Exercise description: The word "numOctaves" marks the lines to keep; find each one in the data and copy it.

Recorded information:
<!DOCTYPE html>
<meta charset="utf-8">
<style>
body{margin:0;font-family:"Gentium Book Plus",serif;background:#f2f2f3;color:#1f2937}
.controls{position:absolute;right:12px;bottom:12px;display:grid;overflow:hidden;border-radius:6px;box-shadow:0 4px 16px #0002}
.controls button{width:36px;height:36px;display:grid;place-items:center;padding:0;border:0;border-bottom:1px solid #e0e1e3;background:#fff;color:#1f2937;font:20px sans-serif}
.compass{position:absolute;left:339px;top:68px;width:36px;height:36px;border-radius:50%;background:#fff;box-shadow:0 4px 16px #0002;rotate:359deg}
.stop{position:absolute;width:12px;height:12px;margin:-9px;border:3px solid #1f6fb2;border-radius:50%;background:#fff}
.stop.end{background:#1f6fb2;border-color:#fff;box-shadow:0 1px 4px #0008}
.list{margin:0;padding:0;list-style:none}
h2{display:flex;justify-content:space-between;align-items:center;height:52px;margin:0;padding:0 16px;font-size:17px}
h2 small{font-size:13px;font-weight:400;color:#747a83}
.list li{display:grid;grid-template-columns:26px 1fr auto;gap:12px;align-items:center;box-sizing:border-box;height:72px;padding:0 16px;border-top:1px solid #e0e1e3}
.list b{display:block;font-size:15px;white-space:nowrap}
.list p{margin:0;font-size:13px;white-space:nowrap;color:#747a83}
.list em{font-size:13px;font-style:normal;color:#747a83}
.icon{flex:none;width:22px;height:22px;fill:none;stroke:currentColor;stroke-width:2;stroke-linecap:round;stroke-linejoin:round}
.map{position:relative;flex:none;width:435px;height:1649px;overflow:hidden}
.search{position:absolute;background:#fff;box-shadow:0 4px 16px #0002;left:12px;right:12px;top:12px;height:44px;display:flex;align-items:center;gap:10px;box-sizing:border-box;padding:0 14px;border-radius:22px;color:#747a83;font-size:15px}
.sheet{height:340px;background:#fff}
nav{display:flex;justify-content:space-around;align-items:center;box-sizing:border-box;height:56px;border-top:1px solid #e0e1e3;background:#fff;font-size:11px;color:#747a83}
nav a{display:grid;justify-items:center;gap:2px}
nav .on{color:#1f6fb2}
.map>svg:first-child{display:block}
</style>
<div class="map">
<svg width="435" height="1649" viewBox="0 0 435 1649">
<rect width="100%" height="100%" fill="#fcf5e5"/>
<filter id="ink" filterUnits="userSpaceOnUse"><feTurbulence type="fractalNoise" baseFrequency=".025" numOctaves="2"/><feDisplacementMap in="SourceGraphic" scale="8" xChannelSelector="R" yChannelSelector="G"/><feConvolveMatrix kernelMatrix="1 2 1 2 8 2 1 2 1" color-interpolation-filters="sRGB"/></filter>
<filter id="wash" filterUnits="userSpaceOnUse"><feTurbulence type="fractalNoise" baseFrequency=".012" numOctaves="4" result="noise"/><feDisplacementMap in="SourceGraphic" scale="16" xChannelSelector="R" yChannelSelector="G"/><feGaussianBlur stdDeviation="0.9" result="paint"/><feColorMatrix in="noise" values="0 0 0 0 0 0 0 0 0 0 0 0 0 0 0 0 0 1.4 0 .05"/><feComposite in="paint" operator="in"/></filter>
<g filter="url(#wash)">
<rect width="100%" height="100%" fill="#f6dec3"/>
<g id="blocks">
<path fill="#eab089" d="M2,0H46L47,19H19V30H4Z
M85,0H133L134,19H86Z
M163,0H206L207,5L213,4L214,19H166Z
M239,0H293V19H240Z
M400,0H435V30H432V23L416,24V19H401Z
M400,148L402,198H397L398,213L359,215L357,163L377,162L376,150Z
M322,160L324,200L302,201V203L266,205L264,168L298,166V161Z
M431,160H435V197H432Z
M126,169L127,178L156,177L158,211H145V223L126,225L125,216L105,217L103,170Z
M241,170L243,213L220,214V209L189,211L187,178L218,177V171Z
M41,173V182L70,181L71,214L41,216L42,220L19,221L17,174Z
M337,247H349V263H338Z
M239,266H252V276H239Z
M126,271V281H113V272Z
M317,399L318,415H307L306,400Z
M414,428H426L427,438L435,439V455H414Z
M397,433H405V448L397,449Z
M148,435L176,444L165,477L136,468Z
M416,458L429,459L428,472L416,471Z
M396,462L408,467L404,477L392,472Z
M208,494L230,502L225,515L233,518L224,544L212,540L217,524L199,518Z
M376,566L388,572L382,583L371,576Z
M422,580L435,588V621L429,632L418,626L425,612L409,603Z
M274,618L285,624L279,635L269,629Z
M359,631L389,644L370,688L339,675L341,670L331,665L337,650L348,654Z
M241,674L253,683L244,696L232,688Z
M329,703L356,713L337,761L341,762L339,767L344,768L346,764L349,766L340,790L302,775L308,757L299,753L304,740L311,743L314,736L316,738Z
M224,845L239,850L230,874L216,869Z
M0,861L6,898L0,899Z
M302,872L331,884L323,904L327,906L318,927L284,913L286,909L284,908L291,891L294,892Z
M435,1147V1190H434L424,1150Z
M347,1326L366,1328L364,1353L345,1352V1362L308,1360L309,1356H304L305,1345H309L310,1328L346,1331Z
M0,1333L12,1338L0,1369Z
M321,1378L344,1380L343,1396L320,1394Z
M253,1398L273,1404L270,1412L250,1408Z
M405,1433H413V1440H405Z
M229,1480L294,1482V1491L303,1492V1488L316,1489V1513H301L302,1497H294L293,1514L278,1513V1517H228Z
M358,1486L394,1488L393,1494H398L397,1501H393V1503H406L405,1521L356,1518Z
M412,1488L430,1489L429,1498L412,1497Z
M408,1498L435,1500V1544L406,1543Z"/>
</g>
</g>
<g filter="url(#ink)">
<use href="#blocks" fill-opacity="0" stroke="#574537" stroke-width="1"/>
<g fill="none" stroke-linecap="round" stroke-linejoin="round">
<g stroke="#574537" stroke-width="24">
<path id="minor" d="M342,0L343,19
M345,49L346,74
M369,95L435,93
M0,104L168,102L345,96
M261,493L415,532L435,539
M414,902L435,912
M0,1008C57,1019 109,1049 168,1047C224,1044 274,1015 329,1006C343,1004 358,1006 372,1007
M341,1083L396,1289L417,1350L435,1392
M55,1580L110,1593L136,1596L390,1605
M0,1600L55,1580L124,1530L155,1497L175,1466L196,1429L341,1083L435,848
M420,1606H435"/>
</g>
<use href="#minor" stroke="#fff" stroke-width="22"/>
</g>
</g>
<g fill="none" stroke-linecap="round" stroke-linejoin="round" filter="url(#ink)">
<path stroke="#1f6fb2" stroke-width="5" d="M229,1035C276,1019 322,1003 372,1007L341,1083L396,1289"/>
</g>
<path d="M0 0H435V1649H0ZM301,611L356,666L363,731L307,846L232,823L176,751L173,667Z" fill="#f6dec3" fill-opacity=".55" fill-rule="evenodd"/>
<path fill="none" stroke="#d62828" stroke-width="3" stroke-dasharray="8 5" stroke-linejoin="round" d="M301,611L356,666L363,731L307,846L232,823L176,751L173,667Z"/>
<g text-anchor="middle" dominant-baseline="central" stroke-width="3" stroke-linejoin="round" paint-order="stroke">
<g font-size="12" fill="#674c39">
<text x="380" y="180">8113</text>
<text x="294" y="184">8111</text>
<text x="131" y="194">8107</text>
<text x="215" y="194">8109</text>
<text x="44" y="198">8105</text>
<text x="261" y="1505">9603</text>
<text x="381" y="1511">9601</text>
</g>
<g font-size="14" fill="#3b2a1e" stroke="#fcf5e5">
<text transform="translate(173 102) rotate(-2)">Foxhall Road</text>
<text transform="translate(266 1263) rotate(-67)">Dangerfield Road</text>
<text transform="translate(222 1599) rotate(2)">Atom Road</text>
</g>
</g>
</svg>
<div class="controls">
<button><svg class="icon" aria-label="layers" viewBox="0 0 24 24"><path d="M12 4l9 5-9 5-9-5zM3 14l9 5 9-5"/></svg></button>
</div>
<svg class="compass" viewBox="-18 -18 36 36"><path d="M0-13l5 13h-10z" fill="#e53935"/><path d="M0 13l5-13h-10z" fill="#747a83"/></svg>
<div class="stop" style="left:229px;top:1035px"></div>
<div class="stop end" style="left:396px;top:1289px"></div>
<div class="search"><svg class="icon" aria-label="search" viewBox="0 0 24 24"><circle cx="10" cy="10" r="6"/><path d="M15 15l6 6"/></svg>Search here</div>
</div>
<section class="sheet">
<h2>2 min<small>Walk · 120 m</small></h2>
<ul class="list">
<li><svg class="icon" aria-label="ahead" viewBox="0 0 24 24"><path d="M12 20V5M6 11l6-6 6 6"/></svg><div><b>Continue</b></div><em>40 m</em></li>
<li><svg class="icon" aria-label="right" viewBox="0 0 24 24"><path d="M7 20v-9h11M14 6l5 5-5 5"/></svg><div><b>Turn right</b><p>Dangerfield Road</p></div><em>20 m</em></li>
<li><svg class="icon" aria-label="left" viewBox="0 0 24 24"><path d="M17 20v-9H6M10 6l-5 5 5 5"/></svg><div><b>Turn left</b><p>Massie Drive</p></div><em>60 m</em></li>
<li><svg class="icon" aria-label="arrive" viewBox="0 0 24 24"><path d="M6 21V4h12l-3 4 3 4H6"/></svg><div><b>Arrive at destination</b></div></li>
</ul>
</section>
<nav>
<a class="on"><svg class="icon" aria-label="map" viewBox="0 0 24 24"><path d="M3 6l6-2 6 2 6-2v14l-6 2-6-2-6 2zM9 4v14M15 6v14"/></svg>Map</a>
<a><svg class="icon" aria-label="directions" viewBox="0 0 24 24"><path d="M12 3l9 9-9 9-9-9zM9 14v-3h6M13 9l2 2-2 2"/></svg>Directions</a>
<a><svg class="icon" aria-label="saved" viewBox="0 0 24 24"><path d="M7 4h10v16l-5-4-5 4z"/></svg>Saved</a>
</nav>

Solved problem:
<filter id="ink" filterUnits="userSpaceOnUse"><feTurbulence type="fractalNoise" baseFrequency=".025" numOctaves="2"/><feDisplacementMap in="SourceGraphic" scale="8" xChannelSelector="R" yChannelSelector="G"/><feConvolveMatrix kernelMatrix="1 2 1 2 8 2 1 2 1" color-interpolation-filters="sRGB"/></filter>
<filter id="wash" filterUnits="userSpaceOnUse"><feTurbulence type="fractalNoise" baseFrequency=".012" numOctaves="4" result="noise"/><feDisplacementMap in="SourceGraphic" scale="16" xChannelSelector="R" yChannelSelector="G"/><feGaussianBlur stdDeviation="0.9" result="paint"/><feColorMatrix in="noise" values="0 0 0 0 0 0 0 0 0 0 0 0 0 0 0 0 0 1.4 0 .05"/><feComposite in="paint" operator="in"/></filter>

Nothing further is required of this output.